TASK OBJECTIVE: Can you find the lines of the listing that include "speed" and copy every one?

DATA FOR REVIEW:
__________

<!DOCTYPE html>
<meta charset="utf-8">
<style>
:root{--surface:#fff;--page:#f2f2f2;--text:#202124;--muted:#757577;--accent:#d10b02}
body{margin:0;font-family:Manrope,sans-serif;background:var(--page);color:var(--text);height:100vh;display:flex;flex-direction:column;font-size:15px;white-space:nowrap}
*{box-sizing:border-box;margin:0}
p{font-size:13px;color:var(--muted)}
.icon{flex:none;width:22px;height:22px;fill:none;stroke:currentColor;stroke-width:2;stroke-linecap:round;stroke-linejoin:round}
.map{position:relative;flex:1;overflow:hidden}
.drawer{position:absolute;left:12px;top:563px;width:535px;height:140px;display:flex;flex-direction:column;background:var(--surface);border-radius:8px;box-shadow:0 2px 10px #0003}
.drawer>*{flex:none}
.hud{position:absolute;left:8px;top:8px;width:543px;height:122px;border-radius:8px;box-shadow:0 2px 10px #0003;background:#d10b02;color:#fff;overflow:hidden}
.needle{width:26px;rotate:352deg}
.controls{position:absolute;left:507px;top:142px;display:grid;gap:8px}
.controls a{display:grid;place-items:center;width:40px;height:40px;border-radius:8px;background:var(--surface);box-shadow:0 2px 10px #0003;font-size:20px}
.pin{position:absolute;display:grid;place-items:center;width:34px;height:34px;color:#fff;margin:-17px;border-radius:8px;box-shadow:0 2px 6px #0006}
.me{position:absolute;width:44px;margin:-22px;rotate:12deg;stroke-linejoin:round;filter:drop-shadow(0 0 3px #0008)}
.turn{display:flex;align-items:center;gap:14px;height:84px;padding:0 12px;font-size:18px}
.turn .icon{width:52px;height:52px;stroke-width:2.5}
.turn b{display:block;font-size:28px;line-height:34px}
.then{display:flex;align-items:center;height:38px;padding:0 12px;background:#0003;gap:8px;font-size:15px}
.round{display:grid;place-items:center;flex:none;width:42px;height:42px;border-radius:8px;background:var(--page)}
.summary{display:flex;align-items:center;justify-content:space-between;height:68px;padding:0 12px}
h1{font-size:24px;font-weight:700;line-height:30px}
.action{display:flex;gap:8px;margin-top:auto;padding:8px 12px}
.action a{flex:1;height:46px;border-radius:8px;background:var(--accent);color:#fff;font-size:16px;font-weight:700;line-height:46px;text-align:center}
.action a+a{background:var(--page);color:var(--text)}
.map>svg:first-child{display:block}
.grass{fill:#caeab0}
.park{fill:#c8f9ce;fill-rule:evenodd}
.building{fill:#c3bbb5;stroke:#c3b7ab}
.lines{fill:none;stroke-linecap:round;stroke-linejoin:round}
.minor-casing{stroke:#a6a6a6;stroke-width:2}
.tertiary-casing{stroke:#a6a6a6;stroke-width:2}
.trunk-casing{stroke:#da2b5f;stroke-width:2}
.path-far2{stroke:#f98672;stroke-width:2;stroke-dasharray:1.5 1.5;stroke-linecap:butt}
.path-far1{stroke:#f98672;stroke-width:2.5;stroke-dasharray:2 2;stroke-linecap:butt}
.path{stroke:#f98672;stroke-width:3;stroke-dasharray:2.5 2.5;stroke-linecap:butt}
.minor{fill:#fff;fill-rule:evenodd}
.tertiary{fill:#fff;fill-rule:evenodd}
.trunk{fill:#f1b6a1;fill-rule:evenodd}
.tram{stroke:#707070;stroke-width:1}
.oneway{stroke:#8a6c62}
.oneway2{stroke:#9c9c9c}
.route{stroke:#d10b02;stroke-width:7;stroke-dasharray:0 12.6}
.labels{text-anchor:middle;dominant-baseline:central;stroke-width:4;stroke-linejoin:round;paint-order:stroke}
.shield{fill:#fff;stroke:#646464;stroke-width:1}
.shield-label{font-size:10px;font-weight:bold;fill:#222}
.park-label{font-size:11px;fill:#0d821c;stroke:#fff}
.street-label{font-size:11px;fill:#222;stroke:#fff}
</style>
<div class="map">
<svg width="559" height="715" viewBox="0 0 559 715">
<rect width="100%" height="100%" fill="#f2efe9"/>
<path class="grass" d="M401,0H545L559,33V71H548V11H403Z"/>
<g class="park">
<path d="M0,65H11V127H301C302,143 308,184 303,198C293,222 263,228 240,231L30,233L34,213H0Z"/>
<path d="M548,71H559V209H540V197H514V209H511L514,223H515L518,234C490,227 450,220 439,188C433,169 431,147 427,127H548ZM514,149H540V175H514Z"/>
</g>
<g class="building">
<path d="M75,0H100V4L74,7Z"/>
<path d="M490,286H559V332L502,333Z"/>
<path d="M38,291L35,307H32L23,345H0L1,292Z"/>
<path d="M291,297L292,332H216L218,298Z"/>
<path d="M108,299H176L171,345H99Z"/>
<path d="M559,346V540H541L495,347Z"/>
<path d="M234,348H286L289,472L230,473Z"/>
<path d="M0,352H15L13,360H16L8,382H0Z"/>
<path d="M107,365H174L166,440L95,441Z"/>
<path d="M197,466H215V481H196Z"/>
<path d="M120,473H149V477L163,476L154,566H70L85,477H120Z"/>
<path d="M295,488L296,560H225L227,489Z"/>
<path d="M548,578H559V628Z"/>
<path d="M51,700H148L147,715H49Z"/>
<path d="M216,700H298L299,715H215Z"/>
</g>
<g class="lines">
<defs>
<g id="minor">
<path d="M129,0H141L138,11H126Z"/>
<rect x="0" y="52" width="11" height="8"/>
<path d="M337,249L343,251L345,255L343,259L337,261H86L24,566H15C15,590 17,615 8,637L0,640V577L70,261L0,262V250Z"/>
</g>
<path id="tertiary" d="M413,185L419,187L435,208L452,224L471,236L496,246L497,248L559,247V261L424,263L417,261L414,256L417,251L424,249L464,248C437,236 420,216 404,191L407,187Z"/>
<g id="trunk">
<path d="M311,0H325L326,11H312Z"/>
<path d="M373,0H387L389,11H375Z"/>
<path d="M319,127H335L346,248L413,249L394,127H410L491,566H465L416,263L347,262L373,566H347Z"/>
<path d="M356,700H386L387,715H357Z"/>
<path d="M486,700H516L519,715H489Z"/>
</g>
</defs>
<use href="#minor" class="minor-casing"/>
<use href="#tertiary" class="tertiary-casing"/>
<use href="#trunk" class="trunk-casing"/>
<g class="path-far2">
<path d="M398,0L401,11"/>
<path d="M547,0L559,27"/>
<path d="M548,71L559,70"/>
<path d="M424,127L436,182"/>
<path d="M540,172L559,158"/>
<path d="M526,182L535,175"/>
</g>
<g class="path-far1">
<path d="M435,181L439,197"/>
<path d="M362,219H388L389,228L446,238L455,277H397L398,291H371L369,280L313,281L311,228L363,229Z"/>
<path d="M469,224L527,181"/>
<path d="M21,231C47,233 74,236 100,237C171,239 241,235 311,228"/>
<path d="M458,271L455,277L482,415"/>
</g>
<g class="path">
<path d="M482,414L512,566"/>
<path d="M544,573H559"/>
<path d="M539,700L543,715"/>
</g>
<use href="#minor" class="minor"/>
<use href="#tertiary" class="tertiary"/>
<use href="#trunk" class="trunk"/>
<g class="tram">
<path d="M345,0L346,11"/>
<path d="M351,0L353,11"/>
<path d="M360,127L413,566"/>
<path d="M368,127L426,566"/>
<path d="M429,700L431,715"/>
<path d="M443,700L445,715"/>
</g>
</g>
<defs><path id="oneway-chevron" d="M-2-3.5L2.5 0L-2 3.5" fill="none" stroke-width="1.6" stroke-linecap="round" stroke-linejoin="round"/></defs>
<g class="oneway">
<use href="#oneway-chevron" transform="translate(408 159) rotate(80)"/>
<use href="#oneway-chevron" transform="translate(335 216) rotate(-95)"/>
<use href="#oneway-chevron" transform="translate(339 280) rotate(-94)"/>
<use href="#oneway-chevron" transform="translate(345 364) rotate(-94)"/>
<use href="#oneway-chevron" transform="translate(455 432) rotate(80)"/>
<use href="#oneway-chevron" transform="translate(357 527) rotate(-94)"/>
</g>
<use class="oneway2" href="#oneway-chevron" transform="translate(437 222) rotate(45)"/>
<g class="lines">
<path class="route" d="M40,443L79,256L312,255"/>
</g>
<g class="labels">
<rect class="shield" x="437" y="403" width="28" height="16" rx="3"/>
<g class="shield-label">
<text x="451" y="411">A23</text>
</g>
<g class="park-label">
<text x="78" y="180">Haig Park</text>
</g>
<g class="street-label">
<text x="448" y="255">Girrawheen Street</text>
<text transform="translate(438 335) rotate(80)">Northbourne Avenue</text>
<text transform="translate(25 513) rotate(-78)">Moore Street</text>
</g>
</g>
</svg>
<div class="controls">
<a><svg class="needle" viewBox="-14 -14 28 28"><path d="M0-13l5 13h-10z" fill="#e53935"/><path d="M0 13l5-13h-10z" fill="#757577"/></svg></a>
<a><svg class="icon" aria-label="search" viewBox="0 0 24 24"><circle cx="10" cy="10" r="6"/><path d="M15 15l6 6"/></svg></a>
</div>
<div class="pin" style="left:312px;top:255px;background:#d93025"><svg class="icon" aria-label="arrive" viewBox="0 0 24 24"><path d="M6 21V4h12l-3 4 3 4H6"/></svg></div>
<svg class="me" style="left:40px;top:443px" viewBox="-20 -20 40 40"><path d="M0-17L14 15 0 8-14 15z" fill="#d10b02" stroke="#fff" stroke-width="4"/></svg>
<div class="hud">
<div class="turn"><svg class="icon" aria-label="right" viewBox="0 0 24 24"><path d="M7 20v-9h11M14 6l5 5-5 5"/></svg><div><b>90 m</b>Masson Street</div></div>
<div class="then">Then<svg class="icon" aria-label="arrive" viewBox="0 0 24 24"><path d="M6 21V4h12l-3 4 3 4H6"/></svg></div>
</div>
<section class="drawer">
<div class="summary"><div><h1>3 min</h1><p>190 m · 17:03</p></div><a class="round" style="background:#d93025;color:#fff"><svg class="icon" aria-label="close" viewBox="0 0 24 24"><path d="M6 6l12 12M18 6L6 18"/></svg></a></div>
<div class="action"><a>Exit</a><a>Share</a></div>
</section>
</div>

__________

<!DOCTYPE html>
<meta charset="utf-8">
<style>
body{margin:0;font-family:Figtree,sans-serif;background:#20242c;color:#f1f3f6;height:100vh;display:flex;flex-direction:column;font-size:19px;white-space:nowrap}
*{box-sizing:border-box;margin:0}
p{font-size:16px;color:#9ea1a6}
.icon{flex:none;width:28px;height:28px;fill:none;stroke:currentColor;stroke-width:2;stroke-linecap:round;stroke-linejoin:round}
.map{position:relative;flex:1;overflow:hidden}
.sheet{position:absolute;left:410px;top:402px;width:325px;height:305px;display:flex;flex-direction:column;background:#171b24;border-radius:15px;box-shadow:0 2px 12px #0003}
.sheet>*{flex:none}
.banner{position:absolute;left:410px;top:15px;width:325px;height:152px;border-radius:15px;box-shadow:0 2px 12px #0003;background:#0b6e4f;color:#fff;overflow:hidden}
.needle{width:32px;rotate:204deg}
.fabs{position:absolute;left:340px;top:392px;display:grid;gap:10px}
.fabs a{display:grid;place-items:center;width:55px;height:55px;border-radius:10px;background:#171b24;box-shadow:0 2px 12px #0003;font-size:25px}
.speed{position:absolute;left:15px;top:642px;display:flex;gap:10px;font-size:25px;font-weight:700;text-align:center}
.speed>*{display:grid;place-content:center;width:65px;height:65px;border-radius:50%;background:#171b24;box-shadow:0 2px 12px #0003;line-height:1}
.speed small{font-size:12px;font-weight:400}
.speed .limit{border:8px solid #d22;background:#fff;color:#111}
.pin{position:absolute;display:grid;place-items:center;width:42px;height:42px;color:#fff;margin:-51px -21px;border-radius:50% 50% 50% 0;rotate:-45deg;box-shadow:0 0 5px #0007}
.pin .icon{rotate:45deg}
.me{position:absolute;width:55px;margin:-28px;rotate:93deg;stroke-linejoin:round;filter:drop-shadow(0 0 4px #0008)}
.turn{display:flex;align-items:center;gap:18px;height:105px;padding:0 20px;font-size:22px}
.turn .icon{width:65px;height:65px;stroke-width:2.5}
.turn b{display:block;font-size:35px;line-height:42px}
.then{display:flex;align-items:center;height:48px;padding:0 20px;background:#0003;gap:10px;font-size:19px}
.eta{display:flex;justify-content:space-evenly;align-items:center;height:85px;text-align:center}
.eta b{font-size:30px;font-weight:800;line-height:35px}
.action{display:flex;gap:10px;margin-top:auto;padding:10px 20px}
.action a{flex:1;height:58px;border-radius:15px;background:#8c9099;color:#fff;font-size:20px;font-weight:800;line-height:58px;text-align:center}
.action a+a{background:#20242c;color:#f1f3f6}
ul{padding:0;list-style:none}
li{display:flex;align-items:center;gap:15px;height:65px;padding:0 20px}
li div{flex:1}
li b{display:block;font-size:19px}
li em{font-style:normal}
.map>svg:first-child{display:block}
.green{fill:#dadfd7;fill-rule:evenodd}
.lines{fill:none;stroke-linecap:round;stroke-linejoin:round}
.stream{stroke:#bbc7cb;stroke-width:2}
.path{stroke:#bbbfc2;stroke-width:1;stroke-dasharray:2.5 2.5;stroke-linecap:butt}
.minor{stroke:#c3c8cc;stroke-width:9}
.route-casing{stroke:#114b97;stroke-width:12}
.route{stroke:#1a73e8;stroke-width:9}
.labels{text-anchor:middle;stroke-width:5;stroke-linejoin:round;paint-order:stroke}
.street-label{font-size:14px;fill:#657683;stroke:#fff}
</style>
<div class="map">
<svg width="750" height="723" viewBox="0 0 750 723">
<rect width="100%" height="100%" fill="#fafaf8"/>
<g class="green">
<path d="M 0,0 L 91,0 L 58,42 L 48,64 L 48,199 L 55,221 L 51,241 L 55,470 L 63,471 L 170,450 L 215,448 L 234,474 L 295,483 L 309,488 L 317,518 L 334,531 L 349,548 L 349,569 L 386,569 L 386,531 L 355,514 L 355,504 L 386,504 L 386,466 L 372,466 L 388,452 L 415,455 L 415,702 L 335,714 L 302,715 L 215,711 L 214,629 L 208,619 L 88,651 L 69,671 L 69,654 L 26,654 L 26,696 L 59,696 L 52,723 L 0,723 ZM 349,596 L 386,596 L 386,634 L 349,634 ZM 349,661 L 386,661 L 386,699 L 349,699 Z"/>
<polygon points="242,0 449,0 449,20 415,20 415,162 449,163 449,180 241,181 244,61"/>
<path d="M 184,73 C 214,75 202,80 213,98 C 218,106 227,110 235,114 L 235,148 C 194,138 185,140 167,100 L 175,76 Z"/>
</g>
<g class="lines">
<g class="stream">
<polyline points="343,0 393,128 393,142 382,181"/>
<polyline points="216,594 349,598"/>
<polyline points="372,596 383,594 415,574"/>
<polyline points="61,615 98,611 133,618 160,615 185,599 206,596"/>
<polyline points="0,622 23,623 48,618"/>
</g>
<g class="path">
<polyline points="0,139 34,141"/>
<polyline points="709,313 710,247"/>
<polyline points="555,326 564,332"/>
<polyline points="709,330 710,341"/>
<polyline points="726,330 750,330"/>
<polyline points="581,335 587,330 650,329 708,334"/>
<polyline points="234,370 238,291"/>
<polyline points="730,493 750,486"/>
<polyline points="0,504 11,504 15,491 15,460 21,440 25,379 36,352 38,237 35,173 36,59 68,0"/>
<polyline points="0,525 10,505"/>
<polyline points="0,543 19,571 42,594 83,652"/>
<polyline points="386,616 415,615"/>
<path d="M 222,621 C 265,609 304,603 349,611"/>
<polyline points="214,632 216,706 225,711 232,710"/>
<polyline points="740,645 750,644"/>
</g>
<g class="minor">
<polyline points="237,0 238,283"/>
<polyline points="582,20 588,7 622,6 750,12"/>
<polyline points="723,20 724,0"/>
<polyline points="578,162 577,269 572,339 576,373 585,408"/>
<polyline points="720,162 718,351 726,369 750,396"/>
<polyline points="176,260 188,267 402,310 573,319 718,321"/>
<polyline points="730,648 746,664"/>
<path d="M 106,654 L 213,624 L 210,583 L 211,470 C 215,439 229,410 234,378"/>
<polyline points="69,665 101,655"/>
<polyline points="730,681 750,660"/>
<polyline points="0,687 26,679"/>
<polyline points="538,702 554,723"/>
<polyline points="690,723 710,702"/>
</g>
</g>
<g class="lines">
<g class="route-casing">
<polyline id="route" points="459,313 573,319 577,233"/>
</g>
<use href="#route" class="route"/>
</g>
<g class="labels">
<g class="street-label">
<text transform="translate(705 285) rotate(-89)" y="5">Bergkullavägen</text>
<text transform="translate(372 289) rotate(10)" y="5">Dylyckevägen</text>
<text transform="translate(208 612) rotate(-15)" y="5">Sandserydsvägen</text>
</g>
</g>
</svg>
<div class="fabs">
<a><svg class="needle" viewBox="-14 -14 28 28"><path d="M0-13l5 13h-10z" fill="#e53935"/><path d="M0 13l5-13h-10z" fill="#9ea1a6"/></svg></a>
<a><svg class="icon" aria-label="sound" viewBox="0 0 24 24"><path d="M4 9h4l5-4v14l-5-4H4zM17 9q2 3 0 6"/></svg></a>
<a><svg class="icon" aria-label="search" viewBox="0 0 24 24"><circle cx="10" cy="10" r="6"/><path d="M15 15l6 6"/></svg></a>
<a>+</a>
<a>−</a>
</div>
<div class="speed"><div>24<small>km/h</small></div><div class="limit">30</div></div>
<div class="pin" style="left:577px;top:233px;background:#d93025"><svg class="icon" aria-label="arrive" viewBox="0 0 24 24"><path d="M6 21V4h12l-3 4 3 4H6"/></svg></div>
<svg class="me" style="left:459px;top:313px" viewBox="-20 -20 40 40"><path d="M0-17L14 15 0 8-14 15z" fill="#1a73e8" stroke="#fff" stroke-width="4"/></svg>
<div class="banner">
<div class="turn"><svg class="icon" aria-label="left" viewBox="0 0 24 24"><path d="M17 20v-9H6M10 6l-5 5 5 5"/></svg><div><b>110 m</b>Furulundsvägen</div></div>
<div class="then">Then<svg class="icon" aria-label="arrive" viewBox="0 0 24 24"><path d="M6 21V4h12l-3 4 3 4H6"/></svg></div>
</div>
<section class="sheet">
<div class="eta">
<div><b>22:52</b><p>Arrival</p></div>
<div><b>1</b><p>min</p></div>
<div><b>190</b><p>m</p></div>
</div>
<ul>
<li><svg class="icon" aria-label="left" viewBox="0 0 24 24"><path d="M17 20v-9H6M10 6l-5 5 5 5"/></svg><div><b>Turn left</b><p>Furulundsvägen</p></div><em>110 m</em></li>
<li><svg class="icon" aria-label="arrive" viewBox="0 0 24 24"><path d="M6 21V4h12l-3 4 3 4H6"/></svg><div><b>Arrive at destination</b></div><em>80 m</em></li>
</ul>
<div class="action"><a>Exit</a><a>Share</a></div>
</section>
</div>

__________

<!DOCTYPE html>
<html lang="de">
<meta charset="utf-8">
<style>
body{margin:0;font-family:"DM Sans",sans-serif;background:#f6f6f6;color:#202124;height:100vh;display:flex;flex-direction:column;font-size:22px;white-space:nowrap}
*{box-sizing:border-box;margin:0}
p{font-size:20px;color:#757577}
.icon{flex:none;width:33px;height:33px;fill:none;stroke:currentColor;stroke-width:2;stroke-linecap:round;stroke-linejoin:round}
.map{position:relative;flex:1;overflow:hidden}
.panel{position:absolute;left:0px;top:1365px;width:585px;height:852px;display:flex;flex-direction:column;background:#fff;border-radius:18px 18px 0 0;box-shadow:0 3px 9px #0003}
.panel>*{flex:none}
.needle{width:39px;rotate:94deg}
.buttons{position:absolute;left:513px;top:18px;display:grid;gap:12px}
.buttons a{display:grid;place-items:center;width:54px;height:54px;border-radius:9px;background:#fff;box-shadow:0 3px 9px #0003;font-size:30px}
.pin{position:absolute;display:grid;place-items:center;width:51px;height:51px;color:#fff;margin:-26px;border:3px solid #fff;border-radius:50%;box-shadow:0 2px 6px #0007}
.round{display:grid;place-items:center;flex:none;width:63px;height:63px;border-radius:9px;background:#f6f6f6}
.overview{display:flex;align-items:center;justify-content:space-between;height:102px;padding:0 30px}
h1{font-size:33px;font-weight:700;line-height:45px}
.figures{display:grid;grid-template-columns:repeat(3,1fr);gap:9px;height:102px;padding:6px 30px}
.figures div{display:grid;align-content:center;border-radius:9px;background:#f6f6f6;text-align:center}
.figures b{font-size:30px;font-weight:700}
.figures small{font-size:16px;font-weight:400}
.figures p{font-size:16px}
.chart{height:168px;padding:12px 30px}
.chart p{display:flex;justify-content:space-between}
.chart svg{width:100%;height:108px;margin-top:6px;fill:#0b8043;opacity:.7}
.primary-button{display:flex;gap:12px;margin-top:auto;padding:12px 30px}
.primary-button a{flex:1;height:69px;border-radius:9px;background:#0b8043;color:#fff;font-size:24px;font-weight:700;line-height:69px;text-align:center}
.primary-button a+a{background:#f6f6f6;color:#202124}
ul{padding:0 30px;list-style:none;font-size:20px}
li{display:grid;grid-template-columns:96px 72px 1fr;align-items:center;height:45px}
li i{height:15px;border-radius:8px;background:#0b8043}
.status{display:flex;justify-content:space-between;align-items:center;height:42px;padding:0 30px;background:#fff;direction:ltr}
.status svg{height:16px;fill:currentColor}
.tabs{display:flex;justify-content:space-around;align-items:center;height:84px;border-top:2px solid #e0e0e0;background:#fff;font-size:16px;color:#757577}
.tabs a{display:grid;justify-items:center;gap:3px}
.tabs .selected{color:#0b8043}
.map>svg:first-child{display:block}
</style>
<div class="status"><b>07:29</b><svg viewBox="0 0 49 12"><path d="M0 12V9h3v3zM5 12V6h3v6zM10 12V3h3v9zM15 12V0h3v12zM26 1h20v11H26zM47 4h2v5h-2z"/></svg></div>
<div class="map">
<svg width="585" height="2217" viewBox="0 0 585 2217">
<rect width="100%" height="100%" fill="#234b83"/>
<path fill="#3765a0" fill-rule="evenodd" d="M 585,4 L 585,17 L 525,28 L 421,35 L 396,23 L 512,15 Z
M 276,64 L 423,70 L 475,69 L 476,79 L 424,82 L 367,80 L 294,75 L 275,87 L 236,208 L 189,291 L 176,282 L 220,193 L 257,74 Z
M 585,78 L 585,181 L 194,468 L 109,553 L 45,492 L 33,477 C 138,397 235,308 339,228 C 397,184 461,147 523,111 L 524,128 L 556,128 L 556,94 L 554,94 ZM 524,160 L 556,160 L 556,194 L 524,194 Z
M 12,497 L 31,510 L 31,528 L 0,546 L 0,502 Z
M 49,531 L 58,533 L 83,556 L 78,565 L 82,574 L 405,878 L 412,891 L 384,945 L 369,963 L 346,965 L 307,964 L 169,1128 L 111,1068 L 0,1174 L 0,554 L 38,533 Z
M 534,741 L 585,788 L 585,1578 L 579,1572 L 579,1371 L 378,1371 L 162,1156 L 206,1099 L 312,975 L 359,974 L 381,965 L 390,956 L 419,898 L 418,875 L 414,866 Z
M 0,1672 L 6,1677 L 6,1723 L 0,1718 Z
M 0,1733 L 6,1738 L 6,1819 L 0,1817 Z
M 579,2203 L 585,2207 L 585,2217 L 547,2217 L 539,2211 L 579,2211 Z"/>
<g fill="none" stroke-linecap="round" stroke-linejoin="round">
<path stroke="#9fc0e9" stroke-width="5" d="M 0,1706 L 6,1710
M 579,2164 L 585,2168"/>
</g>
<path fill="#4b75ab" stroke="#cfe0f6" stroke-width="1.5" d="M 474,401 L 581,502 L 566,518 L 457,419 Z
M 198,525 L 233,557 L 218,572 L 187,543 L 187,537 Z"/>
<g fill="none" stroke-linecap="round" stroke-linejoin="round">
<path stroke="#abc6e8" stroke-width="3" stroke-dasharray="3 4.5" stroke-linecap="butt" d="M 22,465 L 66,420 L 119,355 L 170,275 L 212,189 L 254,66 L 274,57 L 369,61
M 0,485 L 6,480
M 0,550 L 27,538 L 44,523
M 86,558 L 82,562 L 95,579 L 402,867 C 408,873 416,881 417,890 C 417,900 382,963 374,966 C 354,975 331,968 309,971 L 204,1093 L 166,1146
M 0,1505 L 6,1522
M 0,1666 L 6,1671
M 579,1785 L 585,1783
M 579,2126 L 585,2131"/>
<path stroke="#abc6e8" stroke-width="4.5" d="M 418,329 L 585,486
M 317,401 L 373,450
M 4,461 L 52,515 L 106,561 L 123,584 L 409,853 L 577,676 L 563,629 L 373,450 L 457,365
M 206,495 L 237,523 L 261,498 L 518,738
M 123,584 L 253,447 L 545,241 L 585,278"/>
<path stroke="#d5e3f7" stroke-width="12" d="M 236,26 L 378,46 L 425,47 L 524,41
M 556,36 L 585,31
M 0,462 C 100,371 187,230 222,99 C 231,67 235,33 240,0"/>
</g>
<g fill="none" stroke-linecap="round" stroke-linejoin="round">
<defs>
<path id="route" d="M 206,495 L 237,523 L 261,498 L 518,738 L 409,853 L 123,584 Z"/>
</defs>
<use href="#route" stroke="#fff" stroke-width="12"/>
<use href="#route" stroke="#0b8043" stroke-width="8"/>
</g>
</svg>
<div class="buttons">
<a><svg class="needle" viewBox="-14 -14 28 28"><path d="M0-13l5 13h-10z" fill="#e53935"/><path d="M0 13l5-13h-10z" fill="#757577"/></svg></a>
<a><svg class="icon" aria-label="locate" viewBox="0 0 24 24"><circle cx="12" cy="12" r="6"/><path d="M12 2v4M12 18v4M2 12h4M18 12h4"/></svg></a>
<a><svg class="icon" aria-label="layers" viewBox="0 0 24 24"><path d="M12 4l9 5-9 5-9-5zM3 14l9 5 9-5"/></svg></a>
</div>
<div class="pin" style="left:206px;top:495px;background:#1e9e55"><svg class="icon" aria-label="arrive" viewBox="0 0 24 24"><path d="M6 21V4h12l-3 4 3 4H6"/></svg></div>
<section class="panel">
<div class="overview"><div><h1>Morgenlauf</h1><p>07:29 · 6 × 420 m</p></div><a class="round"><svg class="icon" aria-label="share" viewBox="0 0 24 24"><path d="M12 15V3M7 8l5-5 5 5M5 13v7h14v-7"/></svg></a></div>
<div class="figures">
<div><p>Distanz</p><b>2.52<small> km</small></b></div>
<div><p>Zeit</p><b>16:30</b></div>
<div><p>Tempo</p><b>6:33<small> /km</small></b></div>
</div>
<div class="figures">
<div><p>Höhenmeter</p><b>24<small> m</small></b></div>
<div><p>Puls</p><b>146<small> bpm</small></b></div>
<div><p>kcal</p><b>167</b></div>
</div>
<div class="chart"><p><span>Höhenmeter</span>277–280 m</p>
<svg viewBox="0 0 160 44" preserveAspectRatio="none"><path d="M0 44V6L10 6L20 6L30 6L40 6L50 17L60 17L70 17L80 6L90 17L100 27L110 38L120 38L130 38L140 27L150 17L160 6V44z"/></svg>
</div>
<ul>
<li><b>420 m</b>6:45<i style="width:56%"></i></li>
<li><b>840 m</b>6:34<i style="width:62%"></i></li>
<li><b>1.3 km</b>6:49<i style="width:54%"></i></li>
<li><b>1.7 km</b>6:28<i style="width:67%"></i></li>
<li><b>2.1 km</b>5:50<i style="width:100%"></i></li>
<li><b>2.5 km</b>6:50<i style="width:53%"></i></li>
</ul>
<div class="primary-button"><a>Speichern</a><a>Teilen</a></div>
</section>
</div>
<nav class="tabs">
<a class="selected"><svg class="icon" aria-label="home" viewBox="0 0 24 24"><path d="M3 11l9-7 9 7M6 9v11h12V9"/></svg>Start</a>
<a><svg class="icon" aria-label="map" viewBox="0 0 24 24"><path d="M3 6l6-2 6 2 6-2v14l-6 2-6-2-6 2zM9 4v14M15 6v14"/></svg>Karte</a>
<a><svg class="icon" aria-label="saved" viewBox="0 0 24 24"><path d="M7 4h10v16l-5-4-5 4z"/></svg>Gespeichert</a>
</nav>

__________

RESULT BELOW:
.speed{position:absolute;left:15px;top:642px;display:flex;gap:10px;font-size:25px;font-weight:700;text-align:center}
.speed>*{display:grid;place-content:center;width:65px;height:65px;border-radius:50%;background:#171b24;box-shadow:0 2px 12px #0003;line-height:1}
.speed small{font-size:12px;font-weight:400}
.speed .limit{border:8px solid #d22;background:#fff;color:#111}
<div class="speed"><div>24<small>km/h</small></div><div class="limit">30</div></div>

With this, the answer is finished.